Elementary – Season 1 Episode 11 – Recap and Review – Dirty Laundry
Recap and review of Elementary – Season 1 Episode 11 – Dirty Laundry
Well, I have to hand it to Elementary. After weeks of speculation as to how they would keep Watson (Lucy Liu) on as the companion to Holmes (Jonny Lee Miller), “Dirty Laundry” solved the problem in a way I wouldn’t have predicted. In essence, the show has reversed the power dynamics of the relationship, making Watson the apprentice to Holmes, which serves as an inverse of the sober companion relationship that had provided the engine for the series in its first half. I really do have to commend the show for this approach, as it would have been easy to simply have Holmes relapse, with Watson deciding to stay around while the writers milk a despondent, relapses Holmes for five or more episodes. This path is arguably harder, but it’s more rewarding for the viewer, as it forces Watson to open herself up to Holmes’s way of thinking in a more substantial way than the subtle hints we’ve been given. It’s been implied that Holmes’s deductive reasoning has been creeping into her approach to each case of the week, but it’s heartening to see it brought to the fore this week, as the Holmes/Watson partnership needs to be a partnership of equals, each with something to contribute. “Dirty Laundry” gets that job done, even if the case itself is the most ludicrous of the series so far.
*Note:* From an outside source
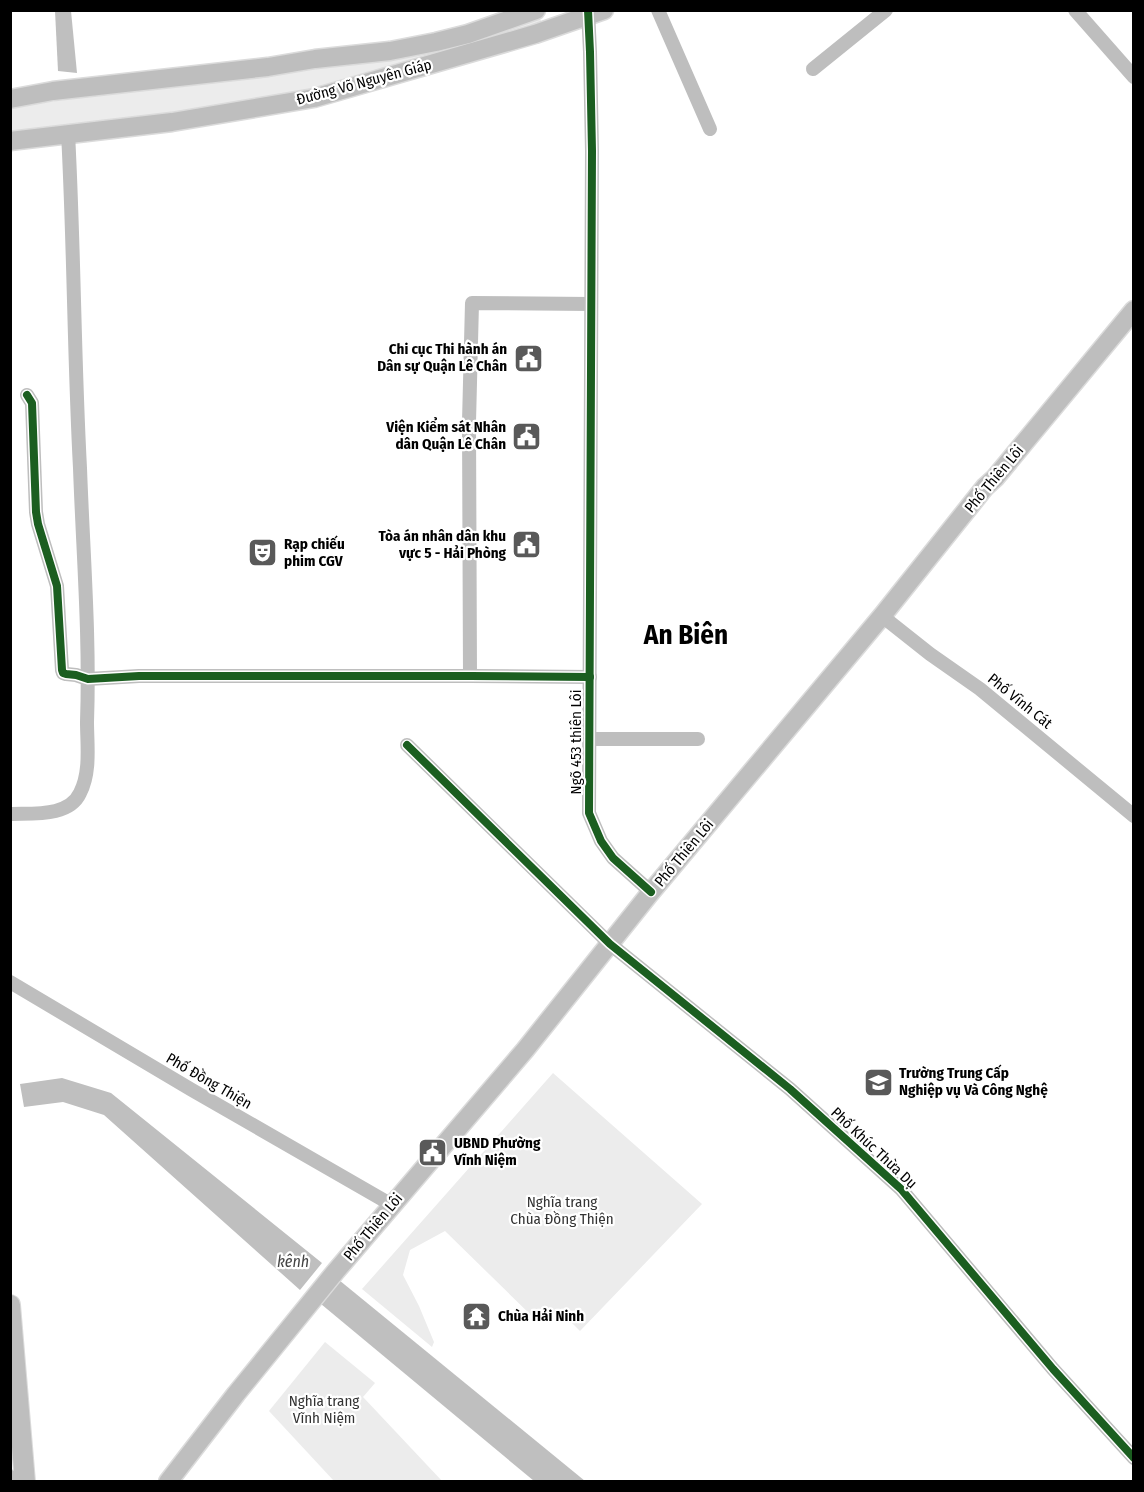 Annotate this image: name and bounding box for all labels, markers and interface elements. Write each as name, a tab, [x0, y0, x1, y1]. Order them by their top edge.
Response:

The case of the week follows the murder of the general manager of a high-end hotel, and while the story has its beginnings as a standard murder mystery, it balloons out into a full-on espionage plot. I have nothing against the idea of Russian spies, and this week’s case has enough twists and turns to keep the mystery exciting, especially since it’s a case that utterly defies prediction by the viewer. But then, for some people, that’s kind of the point of watching a procedural in the first place. If you can’t play along, what’s the point? Well, for others, it’s to engage with the mystery at hand, even if its solution isn’t accessible. As the case goes on and Holmes meets the husband of the deceased, and Watson meets the daughter, things only get more complicated. It comes to light that the victim had been running a non-profit brothel out of the hotel, and that this “family” (unbeknownst to the daughter) was merely a front for a spy operation. And really, that doesn’t even get into how complicated this story becomes, with regards to who actually committed the murder in question. It’s a labyrinthine plot, and it works, but only in the sense that it continually keeps the audience guessing. At the end of the day, it’s not a terribly satisfying case. It’s just a series of increasingly elaborate plot devices that serve to swerve the viewer, and I just couldn’t enjoy it, since so much of it felt contrived in a way that few plots do, on a show like this.
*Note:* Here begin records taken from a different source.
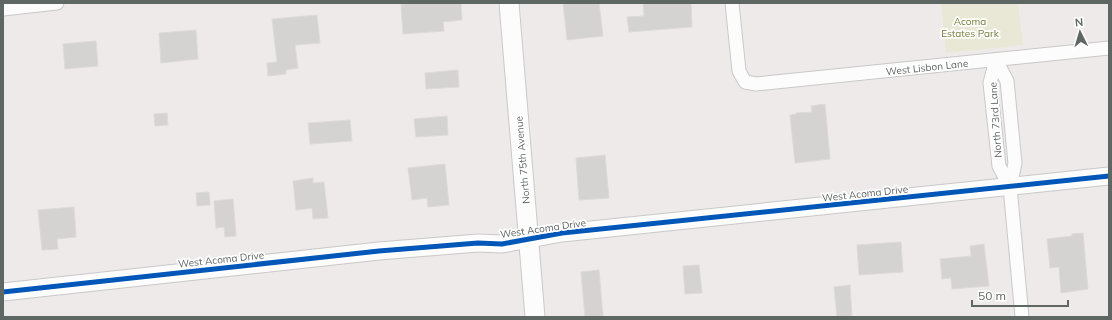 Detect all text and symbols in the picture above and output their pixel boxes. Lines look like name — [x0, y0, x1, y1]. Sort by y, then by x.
north arrow — [1060, 12, 1100, 52]
park label: Acoma Estates Park — [941, 15, 1000, 40]
text: N — [1074, 15, 1084, 29]
street label: West Lisbon Lane — [885, 57, 969, 78]
street label: North 73rd Lane — [986, 82, 1005, 158]
street label: North 75th Avenue — [512, 116, 533, 204]
street label: West Acoma Drive — [821, 183, 909, 204]
street label: West Acoma Drive — [499, 216, 587, 241]
street label: West Acoma Drive — [177, 249, 265, 270]
scale bar — [972, 282, 1068, 308]
text: 50 m — [978, 288, 1006, 303]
That said, the case still contributes some meaningful development for Watson. As she reminds Sherlock that their time is nearly reaching its conclusion, Holmes offers her an apprenticeship, in order to extend their partnership. Watson goes on to spend the rest of the episode pretending that this isn’t even something she’s considering. Yet the cracks in her facade are evident, as they have been over the last four episodes or so, in which we could start to see just how Sherlock’s presence was affecting her life, and her ways of thinking. By episode’s end, she’s telling Holmes about the new job she’s gotten, stating “I’m quite good with deduction.” And it stands as an acknowledgment that she’s accepted Holmes’s apprenticeship. The show found a more elegant way around the time limit of their partnership by giving Watson the choice of staying with Holmes, while Holmes is the one to (whether implicitly or otherwise) acknowledge the affect Watson has had on his life by being the one to offer her the position in the first place. It creates an equity in their partnership that immediately gives their pairing the kind of solid dynamic that, say, Castle and Beckett have over on ABC’s Castle.
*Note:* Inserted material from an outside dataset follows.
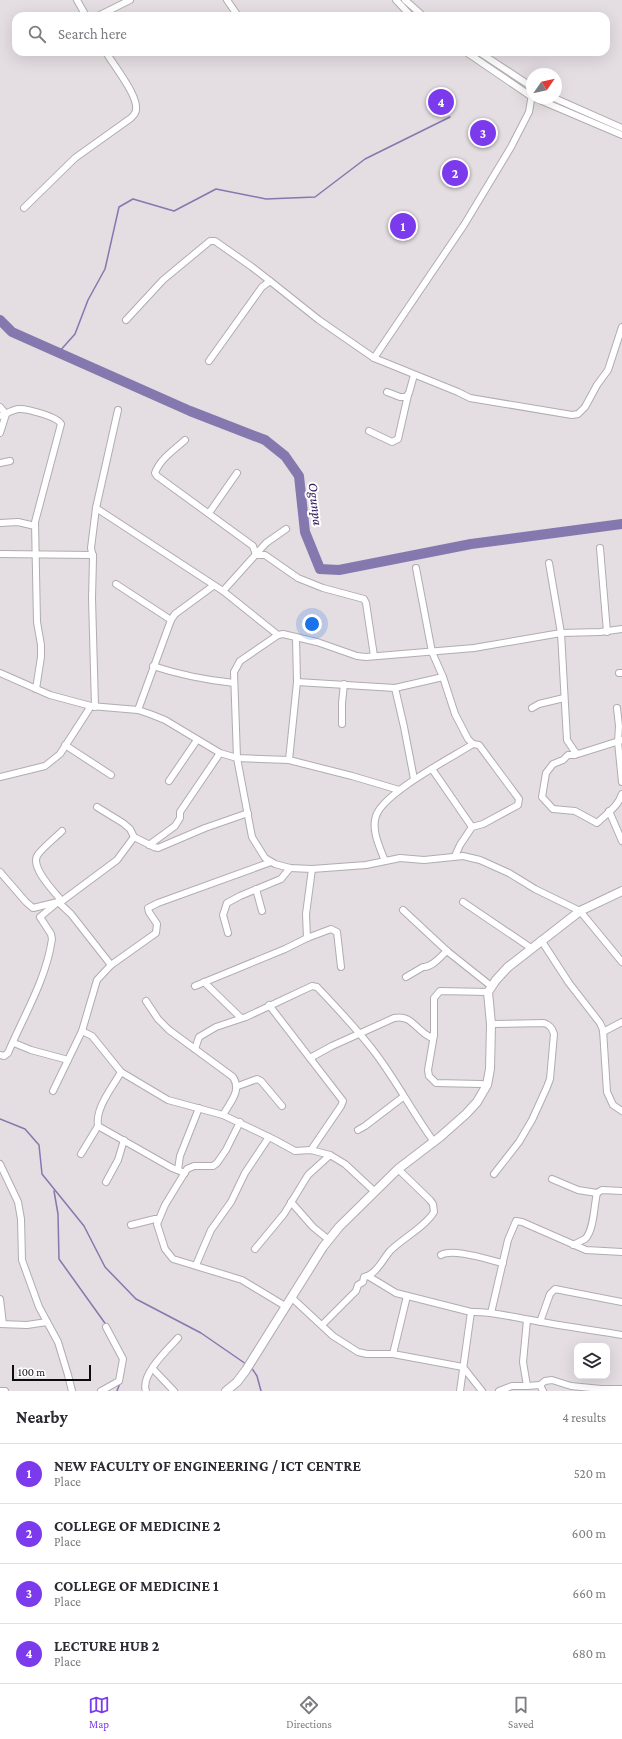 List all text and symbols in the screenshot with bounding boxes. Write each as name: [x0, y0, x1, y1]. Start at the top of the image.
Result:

But beyond that, “Dirty Laundry” helps develop Watson’s desire to help people, as she reaches out to the “daughter” of the victim, offering the girl her number whenever she needs it. The girl eventually cashes in this offer, and the scene in which Watson speaks with the girl on a park bench, after she’s discovered the truth about her parents’ identities, is fittingly poignant. These are the kinds of scenes that will set Elementary apart from the standard procedural, as the cases of the week need to have a more human element to have resonance, even if the case itself is somewhat ridiculous (as was the case with this mystery, exciting though it was). There’s nothing wrong, on the surface, with having a mystery that strains credulity, so long as there’s a heart at its center to keep the audience invested, in spite of how silly the story can occasionally get. In that sense, “Dirty Laundry” was a success, even though I wouldn’t count it among the better episodes of the series.
So while there isn’t a whole lot wrong with “Dirty Laundry”, I did find myself hoping that credulity-straining stories like this wouldn’t be the direction the series takes. This is not to say that other stories didn’t leave me scratching my head, but I feel those stories were pulled off with greater subtlety and delicacy than this. Of course, the series is still among the better procedurals on television, and it’s really honing the character dynamics as the series goes forward. To that end, it has a leg up over many procedurals in their first season. I genuinely look forward to seeing how the show reconciles the strong character work with the iffier detective aspect. Given that the show is one of CBS’s hits of the new season, it’ll surely get the chance.